Their intentions are so shallow they may as well build their monuments of plaster + cardboard as no policy favours anything beyond one lifespan – and life is short.

It is hard to find goodness when things subjective have been flailed by the whip of post-modernism. So goodness be buggered, I will throw my lot in with the art of paying attention.

It very well may be that I will go to Melbourne to learn how to make a quid out of writing bullshit. Or I might just as well go and live in Bermagui or Adaminaby or some such place and wait to die – fixing my mind on such simple and obnoxious pleasures as watching the seasons change, accepting mortality, remembering and learning of the past, and…paying attention.

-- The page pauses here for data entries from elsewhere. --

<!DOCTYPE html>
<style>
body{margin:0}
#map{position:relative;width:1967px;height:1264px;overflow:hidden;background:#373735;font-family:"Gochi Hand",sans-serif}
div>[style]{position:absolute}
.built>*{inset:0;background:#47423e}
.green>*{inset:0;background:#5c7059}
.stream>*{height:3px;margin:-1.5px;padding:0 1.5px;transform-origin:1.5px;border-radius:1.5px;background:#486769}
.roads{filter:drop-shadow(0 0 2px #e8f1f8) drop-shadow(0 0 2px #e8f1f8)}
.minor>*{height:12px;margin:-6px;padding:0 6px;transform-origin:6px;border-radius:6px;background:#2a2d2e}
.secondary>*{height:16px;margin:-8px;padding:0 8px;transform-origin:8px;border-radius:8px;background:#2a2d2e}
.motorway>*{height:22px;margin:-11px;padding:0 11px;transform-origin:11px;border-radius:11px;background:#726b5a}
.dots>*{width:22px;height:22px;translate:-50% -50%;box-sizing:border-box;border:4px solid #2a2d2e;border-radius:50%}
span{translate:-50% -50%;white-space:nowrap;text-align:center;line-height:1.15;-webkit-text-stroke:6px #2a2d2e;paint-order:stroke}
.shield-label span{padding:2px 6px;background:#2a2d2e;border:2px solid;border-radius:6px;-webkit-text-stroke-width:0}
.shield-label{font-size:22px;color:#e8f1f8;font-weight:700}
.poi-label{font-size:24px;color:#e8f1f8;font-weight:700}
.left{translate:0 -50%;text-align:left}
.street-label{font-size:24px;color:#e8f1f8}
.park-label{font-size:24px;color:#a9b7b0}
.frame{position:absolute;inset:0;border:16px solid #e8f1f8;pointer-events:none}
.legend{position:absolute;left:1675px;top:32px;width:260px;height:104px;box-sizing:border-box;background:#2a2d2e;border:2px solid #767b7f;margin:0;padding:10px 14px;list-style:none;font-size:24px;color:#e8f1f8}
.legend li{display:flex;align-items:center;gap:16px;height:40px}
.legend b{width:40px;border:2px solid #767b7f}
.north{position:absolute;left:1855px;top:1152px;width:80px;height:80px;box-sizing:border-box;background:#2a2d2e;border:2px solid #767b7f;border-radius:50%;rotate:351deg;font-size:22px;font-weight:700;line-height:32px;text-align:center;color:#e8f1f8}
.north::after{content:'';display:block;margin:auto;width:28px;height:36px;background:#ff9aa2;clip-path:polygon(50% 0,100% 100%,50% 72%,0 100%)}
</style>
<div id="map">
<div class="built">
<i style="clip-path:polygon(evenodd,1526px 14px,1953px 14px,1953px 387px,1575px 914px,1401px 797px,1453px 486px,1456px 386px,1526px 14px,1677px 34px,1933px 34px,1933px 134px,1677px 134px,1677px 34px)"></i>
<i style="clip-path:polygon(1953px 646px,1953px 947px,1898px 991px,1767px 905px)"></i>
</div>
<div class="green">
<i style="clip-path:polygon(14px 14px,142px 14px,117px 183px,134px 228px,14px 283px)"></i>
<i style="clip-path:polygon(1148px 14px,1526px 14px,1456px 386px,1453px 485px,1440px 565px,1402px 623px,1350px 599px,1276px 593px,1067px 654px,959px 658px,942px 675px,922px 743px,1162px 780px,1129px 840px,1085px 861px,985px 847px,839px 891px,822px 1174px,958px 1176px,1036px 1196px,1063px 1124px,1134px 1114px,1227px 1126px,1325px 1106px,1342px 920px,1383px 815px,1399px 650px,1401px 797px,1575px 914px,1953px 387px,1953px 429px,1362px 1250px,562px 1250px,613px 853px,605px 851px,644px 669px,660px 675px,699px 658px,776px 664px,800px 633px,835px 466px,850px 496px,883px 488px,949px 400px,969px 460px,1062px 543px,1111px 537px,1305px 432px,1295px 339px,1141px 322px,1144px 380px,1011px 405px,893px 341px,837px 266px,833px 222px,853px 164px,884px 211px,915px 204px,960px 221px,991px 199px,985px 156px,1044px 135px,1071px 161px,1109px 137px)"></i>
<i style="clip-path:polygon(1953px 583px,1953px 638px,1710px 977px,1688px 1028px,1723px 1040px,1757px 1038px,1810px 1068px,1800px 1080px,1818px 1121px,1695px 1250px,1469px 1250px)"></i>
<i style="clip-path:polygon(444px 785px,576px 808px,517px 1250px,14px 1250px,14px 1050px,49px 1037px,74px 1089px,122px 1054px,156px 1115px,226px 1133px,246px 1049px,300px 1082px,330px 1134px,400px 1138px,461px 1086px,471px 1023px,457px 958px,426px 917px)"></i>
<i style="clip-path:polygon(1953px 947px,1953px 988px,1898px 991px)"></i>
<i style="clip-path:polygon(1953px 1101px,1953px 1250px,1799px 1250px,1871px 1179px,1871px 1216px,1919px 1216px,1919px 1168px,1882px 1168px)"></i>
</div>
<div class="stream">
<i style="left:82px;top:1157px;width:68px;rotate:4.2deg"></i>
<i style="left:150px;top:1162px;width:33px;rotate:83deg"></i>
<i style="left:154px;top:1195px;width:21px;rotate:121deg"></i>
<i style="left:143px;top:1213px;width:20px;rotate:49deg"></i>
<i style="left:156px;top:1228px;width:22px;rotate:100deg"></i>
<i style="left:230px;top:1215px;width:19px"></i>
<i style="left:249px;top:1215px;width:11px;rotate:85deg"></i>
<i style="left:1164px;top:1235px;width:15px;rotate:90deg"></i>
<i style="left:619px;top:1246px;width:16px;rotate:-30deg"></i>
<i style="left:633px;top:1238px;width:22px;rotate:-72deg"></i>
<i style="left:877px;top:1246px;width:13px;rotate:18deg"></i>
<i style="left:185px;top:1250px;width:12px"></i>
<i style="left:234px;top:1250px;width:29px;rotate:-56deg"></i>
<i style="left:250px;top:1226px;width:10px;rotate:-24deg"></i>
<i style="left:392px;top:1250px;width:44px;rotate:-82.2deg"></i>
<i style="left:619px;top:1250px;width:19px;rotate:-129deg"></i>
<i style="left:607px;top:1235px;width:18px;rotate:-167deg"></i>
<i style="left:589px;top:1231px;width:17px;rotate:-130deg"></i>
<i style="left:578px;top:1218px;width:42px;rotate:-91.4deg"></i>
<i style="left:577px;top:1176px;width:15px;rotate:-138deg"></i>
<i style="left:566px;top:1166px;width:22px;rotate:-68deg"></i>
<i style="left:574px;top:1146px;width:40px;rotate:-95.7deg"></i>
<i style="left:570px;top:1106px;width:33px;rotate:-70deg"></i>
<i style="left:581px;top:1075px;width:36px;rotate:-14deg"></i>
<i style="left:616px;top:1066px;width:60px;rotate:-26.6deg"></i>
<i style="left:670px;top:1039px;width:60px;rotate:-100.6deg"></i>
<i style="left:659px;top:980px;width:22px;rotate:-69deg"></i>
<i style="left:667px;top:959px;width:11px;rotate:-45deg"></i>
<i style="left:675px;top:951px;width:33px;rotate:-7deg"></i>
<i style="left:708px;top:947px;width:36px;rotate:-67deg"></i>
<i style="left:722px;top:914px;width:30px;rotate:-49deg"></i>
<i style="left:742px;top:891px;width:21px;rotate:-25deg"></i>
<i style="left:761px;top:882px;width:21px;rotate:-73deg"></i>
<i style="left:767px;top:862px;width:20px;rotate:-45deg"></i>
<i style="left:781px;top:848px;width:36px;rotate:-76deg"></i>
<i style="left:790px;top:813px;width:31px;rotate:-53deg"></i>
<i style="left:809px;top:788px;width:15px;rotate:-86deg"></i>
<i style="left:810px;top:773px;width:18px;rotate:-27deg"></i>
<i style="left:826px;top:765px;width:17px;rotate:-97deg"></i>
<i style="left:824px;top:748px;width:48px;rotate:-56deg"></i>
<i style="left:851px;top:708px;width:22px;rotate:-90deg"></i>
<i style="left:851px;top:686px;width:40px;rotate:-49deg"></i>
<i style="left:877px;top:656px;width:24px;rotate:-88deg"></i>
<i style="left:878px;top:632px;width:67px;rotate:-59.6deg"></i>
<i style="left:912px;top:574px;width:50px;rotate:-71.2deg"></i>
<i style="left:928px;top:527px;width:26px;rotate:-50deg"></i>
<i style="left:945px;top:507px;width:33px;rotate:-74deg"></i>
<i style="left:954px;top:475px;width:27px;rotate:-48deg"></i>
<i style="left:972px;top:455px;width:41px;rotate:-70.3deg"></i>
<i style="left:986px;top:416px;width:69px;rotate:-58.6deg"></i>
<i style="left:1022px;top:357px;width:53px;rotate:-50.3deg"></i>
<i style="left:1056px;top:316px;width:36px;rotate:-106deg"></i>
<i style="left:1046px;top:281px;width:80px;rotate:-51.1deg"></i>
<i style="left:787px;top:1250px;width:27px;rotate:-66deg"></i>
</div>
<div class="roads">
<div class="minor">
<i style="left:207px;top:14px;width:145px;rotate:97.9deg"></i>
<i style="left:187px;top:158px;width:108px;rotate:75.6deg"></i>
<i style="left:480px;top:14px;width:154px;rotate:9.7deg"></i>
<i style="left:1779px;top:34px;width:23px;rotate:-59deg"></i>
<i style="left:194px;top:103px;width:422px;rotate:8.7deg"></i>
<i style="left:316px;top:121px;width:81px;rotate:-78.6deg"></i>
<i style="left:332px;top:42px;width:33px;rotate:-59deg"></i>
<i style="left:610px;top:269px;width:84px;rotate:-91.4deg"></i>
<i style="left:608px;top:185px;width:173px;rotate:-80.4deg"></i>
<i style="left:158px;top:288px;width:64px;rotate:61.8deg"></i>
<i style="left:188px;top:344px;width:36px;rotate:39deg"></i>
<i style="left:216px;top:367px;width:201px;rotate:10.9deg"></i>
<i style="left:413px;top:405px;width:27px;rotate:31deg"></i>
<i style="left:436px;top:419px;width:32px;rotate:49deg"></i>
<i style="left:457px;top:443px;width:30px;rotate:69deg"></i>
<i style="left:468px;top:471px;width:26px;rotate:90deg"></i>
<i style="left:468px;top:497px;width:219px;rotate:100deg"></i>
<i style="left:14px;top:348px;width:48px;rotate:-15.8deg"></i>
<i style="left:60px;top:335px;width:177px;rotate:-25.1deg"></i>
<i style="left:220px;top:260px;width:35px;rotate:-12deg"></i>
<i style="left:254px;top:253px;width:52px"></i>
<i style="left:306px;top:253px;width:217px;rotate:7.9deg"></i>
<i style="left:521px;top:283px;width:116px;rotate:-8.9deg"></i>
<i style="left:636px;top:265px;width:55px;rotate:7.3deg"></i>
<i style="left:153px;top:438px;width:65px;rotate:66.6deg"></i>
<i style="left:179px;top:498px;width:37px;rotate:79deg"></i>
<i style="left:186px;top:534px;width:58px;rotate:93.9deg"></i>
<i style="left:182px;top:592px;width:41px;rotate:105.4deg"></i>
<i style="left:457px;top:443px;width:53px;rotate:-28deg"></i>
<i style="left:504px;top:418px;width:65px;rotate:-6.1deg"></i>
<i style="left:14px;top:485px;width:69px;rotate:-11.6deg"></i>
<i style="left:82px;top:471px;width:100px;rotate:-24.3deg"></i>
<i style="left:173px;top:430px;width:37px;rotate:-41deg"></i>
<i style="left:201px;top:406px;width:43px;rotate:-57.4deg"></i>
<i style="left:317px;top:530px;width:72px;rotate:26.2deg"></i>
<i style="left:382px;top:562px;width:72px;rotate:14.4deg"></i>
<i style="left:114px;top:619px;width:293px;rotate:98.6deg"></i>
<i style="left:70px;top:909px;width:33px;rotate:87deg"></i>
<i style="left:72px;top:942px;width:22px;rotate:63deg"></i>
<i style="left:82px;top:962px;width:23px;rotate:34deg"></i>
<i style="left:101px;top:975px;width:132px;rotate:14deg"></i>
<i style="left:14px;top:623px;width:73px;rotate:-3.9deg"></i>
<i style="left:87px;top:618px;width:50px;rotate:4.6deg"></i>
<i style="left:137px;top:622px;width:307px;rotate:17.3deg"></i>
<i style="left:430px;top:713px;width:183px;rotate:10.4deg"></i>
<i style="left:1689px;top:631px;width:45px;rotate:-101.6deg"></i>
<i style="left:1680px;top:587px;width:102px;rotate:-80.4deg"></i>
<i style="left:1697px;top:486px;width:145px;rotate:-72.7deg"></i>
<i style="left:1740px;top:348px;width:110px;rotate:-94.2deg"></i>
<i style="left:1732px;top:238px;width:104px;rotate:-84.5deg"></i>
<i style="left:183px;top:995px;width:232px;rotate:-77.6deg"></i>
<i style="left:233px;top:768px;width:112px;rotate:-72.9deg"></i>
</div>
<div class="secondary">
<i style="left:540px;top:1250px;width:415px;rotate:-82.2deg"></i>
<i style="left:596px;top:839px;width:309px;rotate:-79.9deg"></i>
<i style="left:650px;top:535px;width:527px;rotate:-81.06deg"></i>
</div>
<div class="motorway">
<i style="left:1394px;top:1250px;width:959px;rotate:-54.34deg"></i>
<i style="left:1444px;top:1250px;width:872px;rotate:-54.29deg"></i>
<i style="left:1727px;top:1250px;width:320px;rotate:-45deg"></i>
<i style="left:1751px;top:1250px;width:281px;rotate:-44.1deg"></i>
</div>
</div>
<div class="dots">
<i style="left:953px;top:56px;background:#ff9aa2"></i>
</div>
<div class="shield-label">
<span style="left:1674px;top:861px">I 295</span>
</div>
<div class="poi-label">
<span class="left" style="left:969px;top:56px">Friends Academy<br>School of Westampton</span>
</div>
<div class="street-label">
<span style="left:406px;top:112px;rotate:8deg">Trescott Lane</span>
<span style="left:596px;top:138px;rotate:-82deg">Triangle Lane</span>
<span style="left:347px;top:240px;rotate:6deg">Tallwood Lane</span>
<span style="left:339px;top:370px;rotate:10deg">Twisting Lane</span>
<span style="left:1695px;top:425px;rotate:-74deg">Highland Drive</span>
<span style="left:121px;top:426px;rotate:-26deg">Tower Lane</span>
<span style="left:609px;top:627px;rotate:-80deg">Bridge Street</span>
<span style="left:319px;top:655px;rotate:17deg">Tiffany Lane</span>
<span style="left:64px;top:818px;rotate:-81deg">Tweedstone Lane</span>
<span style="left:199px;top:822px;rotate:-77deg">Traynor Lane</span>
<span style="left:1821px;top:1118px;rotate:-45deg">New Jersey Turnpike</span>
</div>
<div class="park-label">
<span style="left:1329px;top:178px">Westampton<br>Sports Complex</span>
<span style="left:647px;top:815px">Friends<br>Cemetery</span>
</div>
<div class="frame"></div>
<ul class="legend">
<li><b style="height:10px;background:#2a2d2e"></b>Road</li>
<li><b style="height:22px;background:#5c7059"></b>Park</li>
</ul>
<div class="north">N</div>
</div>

I have already learnt that there is no capacity to human foolishness – a million tales in a thousand languages have already told us this. I will now leave the fools to admire the emporer’s [sic] new clothes. I have nothing to offer profit, except my dead body – and they won’t get that for a whiles yet. In the meantime those flint eyed pultroon’s [sic] with their commerce and real estate can KISS MY ARSE. I will spite the living by remembering the dead, a club we will all join sooner or later.